77 views (last 30 days)
Vincent
Vincent on 18 Aug 2025 at 15:16
Edited: Vincent on 23 Aug 2025 at 13:26
So I have tried to code up my custom TD3 agent to behave as much like the built in TD3 agent in the same simulink environment, the only difference between them is for the custom agent, I had to use a rate transition block to perform zero order hold between the states, rewards, done signal and the custom agent. I used the rate transition block specify mode for output port sample time options to set the custom agent sample time.

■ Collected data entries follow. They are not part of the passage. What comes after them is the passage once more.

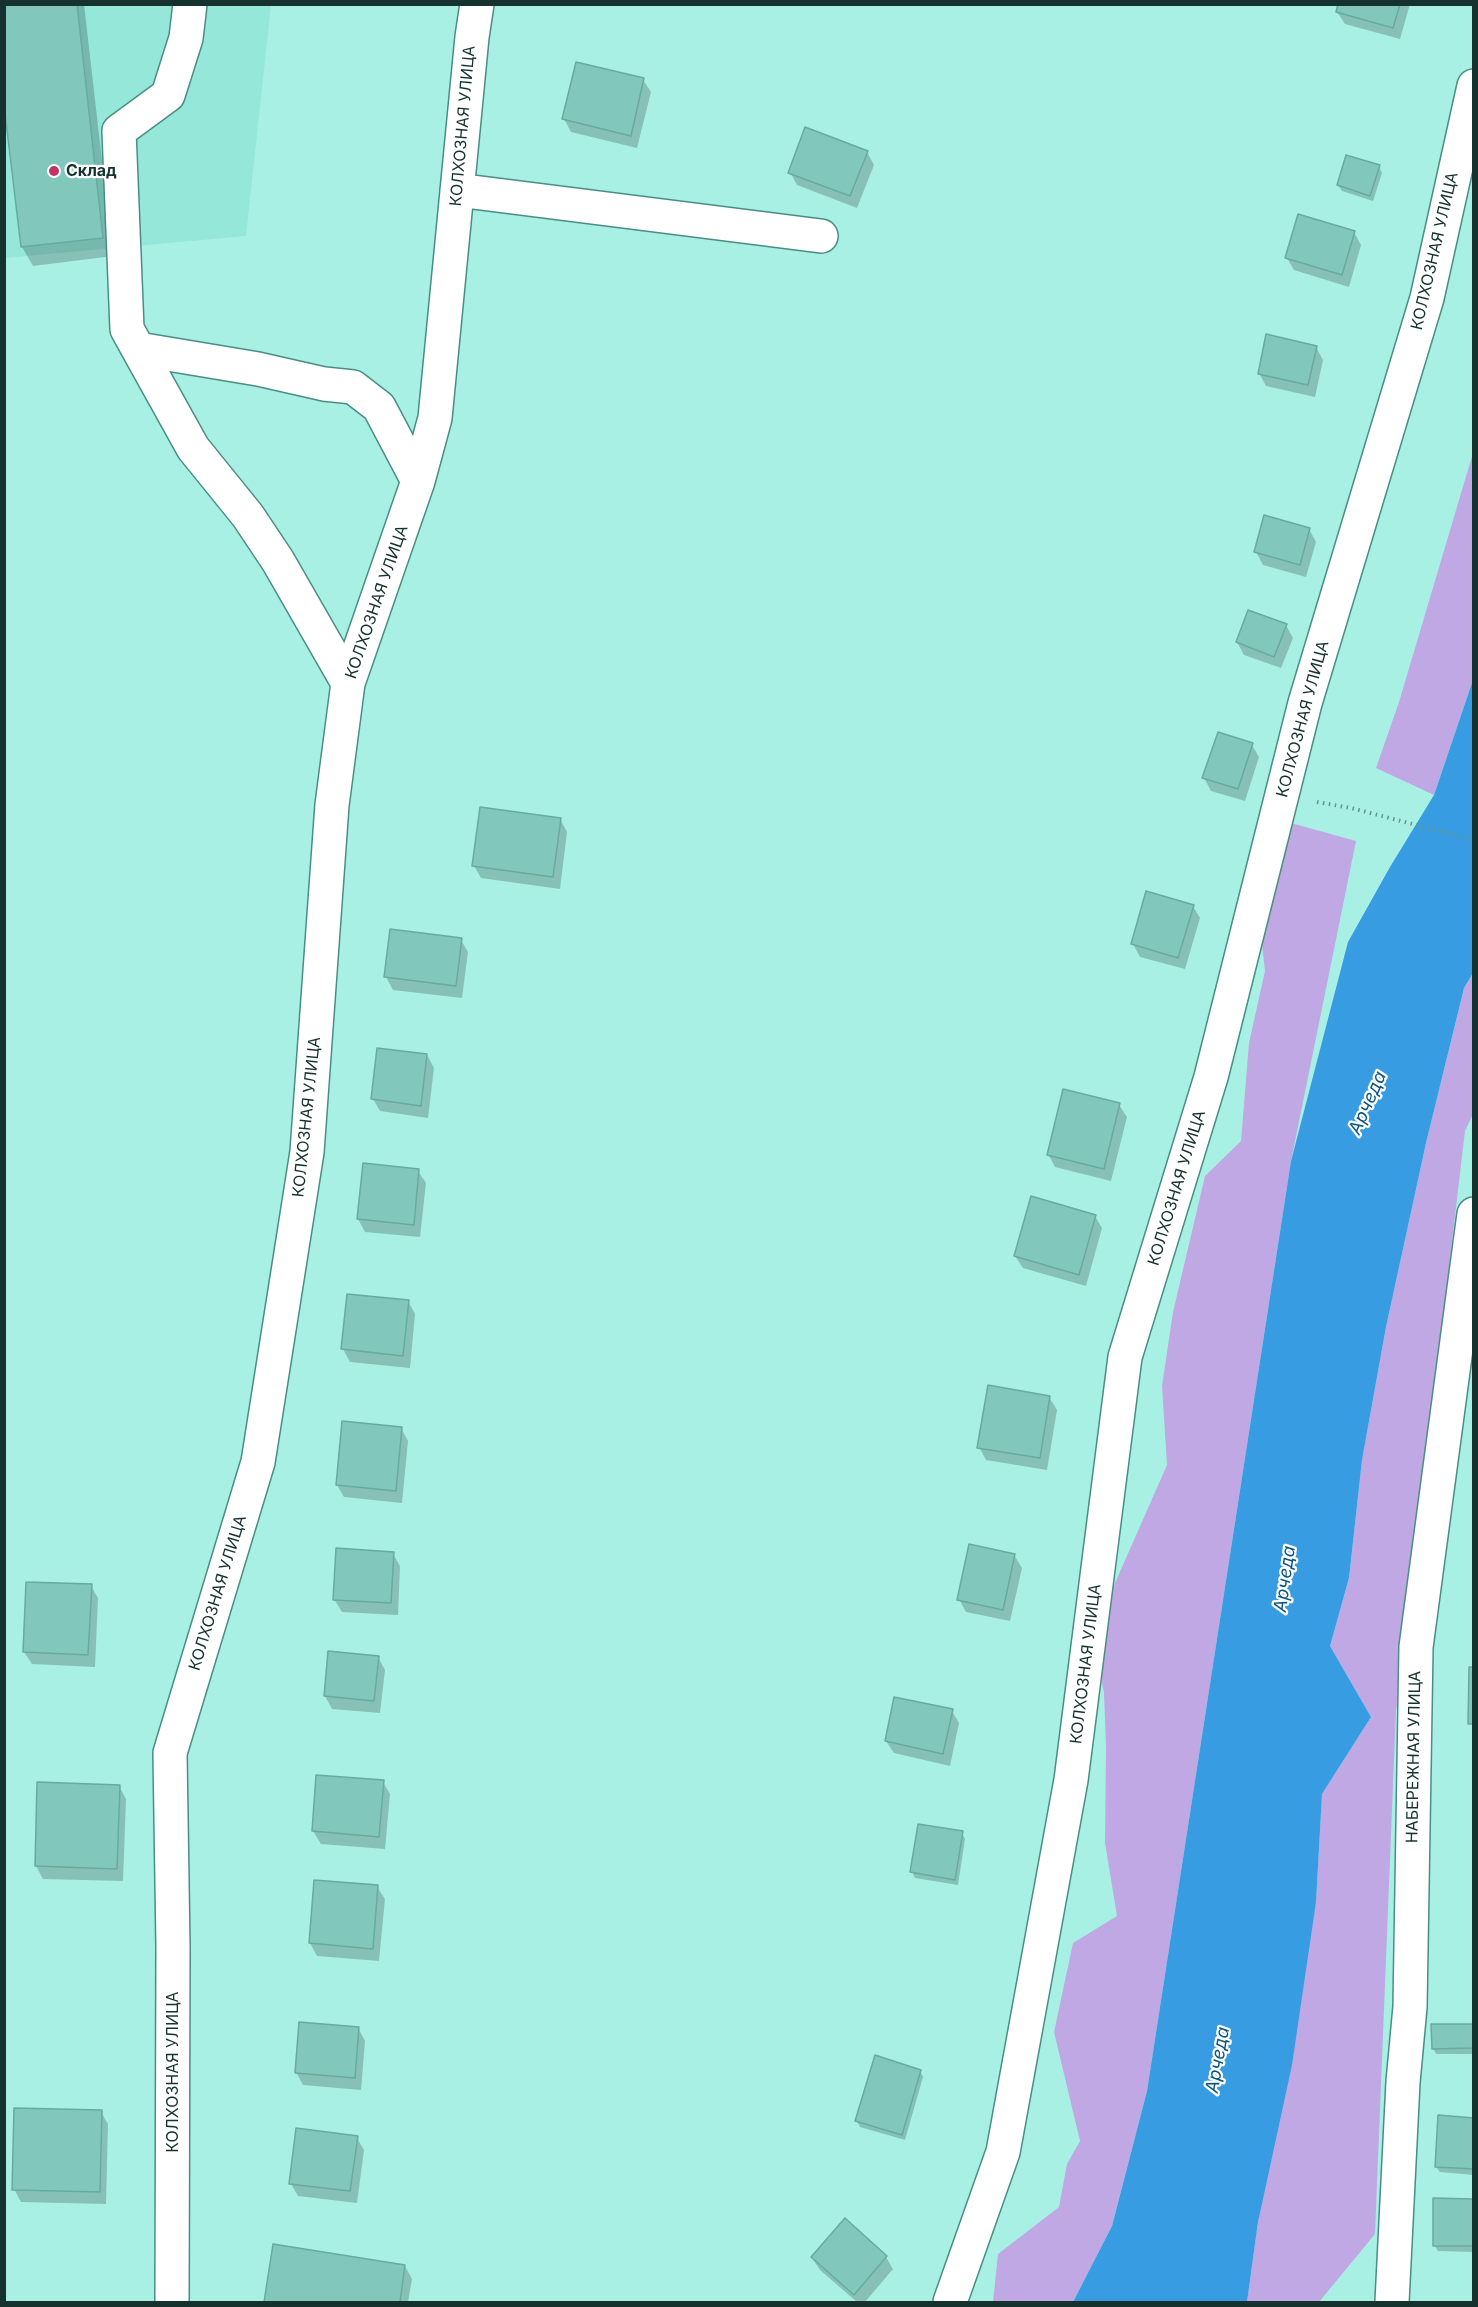 <!DOCTYPE html>
<meta charset="utf-8">
<style>
body{margin:0}
#map{position:relative;width:1478px;height:2307px;overflow:hidden;background:#a9f0e4;font-family:Inter,sans-serif}
canvas{display:block}
.frame{position:absolute;inset:0;border:6px solid #15322e;pointer-events:none}
</style>
<div id="map">
<canvas width="1478" height="2307"></canvas>
<div class="frame"></div>
</div>
<script>
const c = document.querySelector('canvas').getContext('2d');
c.lineJoin = 'round';
function fillPath(path, color) { c.fillStyle = color; c.fill(path, 'evenodd'); }
const toPath = rows => new Path2D(rows.map(r => 'M' + r).join(''));
function stroke(path, color, width, dash) { c.strokeStyle = color; c.lineWidth = width; c.lineCap = dash ? 'butt' : 'round'; c.setLineDash(dash || []); c.stroke(path); }
function drawText(font, color, halo, rows, align = 'center') {
  c.font = font + ' Inter,sans-serif'; c.lineWidth = 4.5; c.setLineDash([]); c.textBaseline = 'middle'; c.strokeStyle = halo; c.fillStyle = color; for (const [text, x, y, turn = 0] of rows) {
    c.save(); c.translate(x, y); c.rotate((+turn || 0) * Math.PI / 180); c.textAlign = isNaN(turn) ? turn : align; if (halo) c.strokeText(text, 0, 0); c.fillText(text, 0, 0); c.restore();
  }
}
const built = toPath([
 [5,5,271,5,246,236,5,258]
]);
const green = toPath([
 [1473,453,1473,680,1434,795,1376,768,1399,702],
 [1291,823,1356,841,1291,1161,1147,2091,1112,2226,1073,2302,993,2302,998,2254,1059,2207,1067,2164,1080,2141,1054,2032,1073,1943,1117,1916,1105,1843,1106,1747,1104,1693,1094,1642,1115,1583,1167,1465,1162,1386,1173,1312,1205,1176,1241,1141,1249,1043,1265,971,1259,918],
 [1473,973,1473,1114,1465,1131,1444,1309,1424,1532,1396,1710,1375,2234,1319,2302,1247,2302,1258,2222,1316,1902,1322,1794,1371,1717,1330,1646,1349,1578,1362,1460,1386,1327,1426,1143,1464,988]
]);
const water = toPath([
 [1473,680,1473,973,1464,988,1426,1143,1386,1327,1362,1460,1349,1578,1330,1646,1371,1717,1322,1794,1316,1902,1292,2065,1258,2222,1247,2302,1073,2302,1112,2226,1147,2091,1291,1161,1348,942,1390,867,1434,795]
]);
const shadow = toPath([
 [4,4,84,4,113,256,33,266,22,247],
 [1339,4,1410,4,1400,39,1345,24,1337,12],
 [643,80,651,92,637,148,571,132,564,119],
 [867,152,874,165,857,208,797,185,790,172],
 [1379,167,1382,173,1373,201,1342,191,1338,185],
 [1354,232,1361,245,1349,287,1294,270,1287,258],
 [1316,347,1323,360,1315,397,1266,386,1259,373],
 [1309,529,1316,542,1306,577,1263,565,1256,552],
 [1286,625,1293,638,1281,668,1244,655,1237,642],
 [1252,745,1259,757,1245,801,1211,791,1204,778],
 [560,819,567,832,560,889,481,878,474,866],
 [1193,906,1200,918,1185,969,1140,957,1133,944],
 [461,940,468,952,462,998,393,990,386,977],
 [427,1055,434,1068,428,1118,380,1111,373,1099],
 [1119,1105,1127,1117,1111,1181,1055,1167,1048,1154],
 [418,1171,426,1183,420,1237,365,1232,358,1219],
 [1095,1216,1102,1228,1086,1286,1023,1268,1015,1256],
 [408,1301,415,1314,410,1368,350,1362,343,1349],
 [1049,1397,1057,1410,1047,1470,986,1460,979,1447],
 [401,1428,408,1441,402,1503,344,1497,337,1485],
 [393,1554,400,1566,398,1615,342,1612,334,1599],
 [1014,1555,1022,1568,1010,1621,966,1612,959,1599],
 [91,1586,98,1598,95,1667,32,1664,24,1652],
 [378,1657,385,1670,380,1713,332,1709,325,1696],
 [952,1711,959,1723,950,1766,894,1753,886,1741],
 [383,1782,390,1794,385,1849,321,1844,313,1831],
 [119,1786,126,1799,123,1881,43,1879,36,1866],
 [962,1833,965,1839,958,1885,915,1878,912,1872],
 [377,1887,385,1899,379,1961,317,1956,310,1943],
 [1474,2026,1474,2054,1436,2054,1433,2048],
 [358,2028,365,2041,361,2090,303,2085,296,2072],
 [920,2071,923,2077,905,2140,860,2127,857,2121],
 [101,2112,108,2124,106,2204,21,2202,14,2189],
 [1474,2119,1474,2175,1440,2172,1436,2167],
 [357,2138,364,2150,357,2203,298,2196,291,2184],
 [1474,2200,1474,2252,1438,2251,1434,2245],
 [275,2245,405,2266,412,2279,408,2302,266,2302],
 [886,2257,893,2269,865,2302,857,2302,820,2270,812,2258]
]);
const building = toPath([
 [4,4,77,4,103,238,21,247,4,105,4,4],
 [1338,4,1400,4,1393,28,1336,12,1338,4],
 [576,62,644,78,631,136,562,119,576,62],
 [805,127,868,151,850,196,788,173,805,127],
 [1346,155,1380,165,1370,196,1337,185,1346,155],
 [1298,214,1355,231,1342,275,1285,258,1298,214],
 [1266,334,1317,346,1308,385,1258,374,1266,334],
 [1264,515,1310,528,1300,565,1254,552,1264,515],
 [1248,610,1287,624,1274,657,1236,642,1248,610],
 [1218,732,1253,743,1238,789,1202,778,1218,732],
 [480,807,561,818,553,877,472,866,480,807],
 [1146,891,1194,905,1178,958,1131,944,1146,891],
 [390,929,462,938,456,986,384,977,390,929],
 [377,1048,427,1054,421,1106,371,1099,377,1048],
 [1063,1089,1120,1103,1104,1169,1047,1155,1063,1089],
 [363,1163,419,1169,414,1225,357,1219,363,1163],
 [1031,1196,1096,1215,1079,1275,1014,1256,1031,1196],
 [347,1294,409,1300,403,1356,341,1349,347,1294],
 [988,1385,1050,1396,1040,1458,977,1448,988,1385],
 [342,1421,402,1427,396,1491,336,1485,342,1421],
 [969,1544,1015,1554,1003,1610,957,1600,969,1544],
 [336,1548,394,1552,391,1603,333,1600,336,1548],
 [26,1582,92,1584,88,1655,23,1652,26,1582],
 [328,1651,379,1656,374,1701,324,1696,328,1651],
 [1469,1667,1474,1667,1474,1724,1468,1724,1469,1667],
 [894,1697,953,1709,943,1754,885,1741,894,1697],
 [316,1775,384,1780,379,1837,312,1831,316,1775],
 [37,1782,120,1785,117,1869,35,1866,37,1782],
 [918,1824,963,1831,955,1880,910,1872,918,1824],
 [314,1880,378,1885,373,1949,309,1943,314,1880],
 [299,2022,359,2027,355,2078,295,2073,299,2022],
 [1431,2024,1474,2024,1474,2048,1432,2049,1431,2024],
 [875,2055,921,2070,902,2135,855,2121,875,2055],
 [14,2108,102,2110,100,2192,12,2190,14,2108],
 [1438,2115,1474,2118,1474,2169,1435,2167,1438,2115],
 [296,2128,358,2136,350,2191,289,2184,296,2128],
 [1433,2198,1474,2199,1474,2246,1433,2246,1433,2198],
 [845,2218,887,2256,854,2295,811,2257,845,2218],
 [273,2244,405,2265,400,2302,264,2302,273,2244]
]);
const path = toPath([
 [1317,802,1351,808,1474,840]
]);
const minor = toPath([
 [190,4,186,38,168,95,119,131,127,329,138,349,258,369,324,384,353,387,379,407,418,481],
 [457,190,821,236],
 [138,349,193,448,248,516,278,561,348,683],
 [172,2302,173,1947,170,1753,258,1462,307,1152,332,805,348,683,418,481,435,418,472,37,477,4],
 [950,2302,1003,2152,1071,1780,1125,1357,1211,1077,1305,703,1427,298,1474,86],
 [1392,2302,1403,2082,1410,2007,1416,1647,1474,1214]
]);
const markers = [
 [54,171,6,"#c03467"]
];
const streetNames = [
 ["КОЛХОЗНАЯ УЛИЦА",463,126,-85],
 ["КОЛХОЗНАЯ УЛИЦА",1435,251,-77],
 ["КОЛХОЗНАЯ УЛИЦА",377,602,-71],
 ["КОЛХОЗНАЯ УЛИЦА",1303,719,-75],
 ["КОЛХОЗНАЯ УЛИЦА",307,1117,-84],
 ["КОЛХОЗНАЯ УЛИЦА",1177,1188,-73],
 ["КОЛХОЗНАЯ УЛИЦА",218,1593,-73],
 ["КОЛХОЗНАЯ УЛИЦА",1086,1664,-83],
 ["НАБЕРЕЖНАЯ УЛИЦА",1414,1757,-89],
 ["КОЛХОЗНАЯ УЛИЦА",173,2072,-90]
];
const poiNames = [
 ["Склад",66,171]
];
const waterNames = [
 ["Арчеда",1368,1103,-66],
 ["Арчеда",1285,1579,-82],
 ["Арчеда",1218,2060,-80]
];
fillPath(built, '#95e7da');
fillPath(green, '#c0a8e4');
fillPath(water, '#379ce1');
fillPath(shadow, '#0003');
fillPath(building, '#82c7bc');
stroke(building, '#66aba0', 1.5);
stroke(minor, '#498e84', 36);
stroke(path, '#62958d', 4, [1.5, 4.5]);
stroke(minor, '#fff', 33);
for (const [x, y, r, color] of markers) { const dot = new Path2D(); dot.arc(x, y, r, 0, 2 * Math.PI); c.fillStyle = color; c.fill(dot); stroke(dot, '#fff', 2); }
drawText('16px', '#15322e', '#fff', streetNames);
drawText('bold 16px', '#15322e', '#fff', poiNames, 'left');
drawText('italic 18px', '#095582', '#fff', waterNames);
</script>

My code for my custom TD3 agent is below, I tried to make it as much like the built-in TD3 as possible, the ep_counter,num_of_ep properties are unused.
classdef test_TD3Agent_V2 < rl.agent.CustomAgent
properties
%neural networks
actor
critic1
critic2
%target networks
target_actor
target_critic1
target_critic2
%dimensions
statesize
actionsize
%optimizers
actor_optimizer
critic1_optimizer
critic2_optimizer
%buffer
statebuffer
nextstatebuffer
actionbuffer
rewardbuffer
donebuffer
counter %keeps count of number experiences encountered
index %keeps track of current available index in buffer
buffersize
batchsize
%episodes
num_of_ep
ep_counter
%keep count of critic number of updates
num_critic_update
end
methods
%constructor
function obj = test_TD3Agent_V2(actor,critic1,critic2,target_actor,target_critic1,target_critic2,actor_opt,critic1_opt,critic2_opt,statesize,actionsize,buffer_size,batchsize,num_of_ep)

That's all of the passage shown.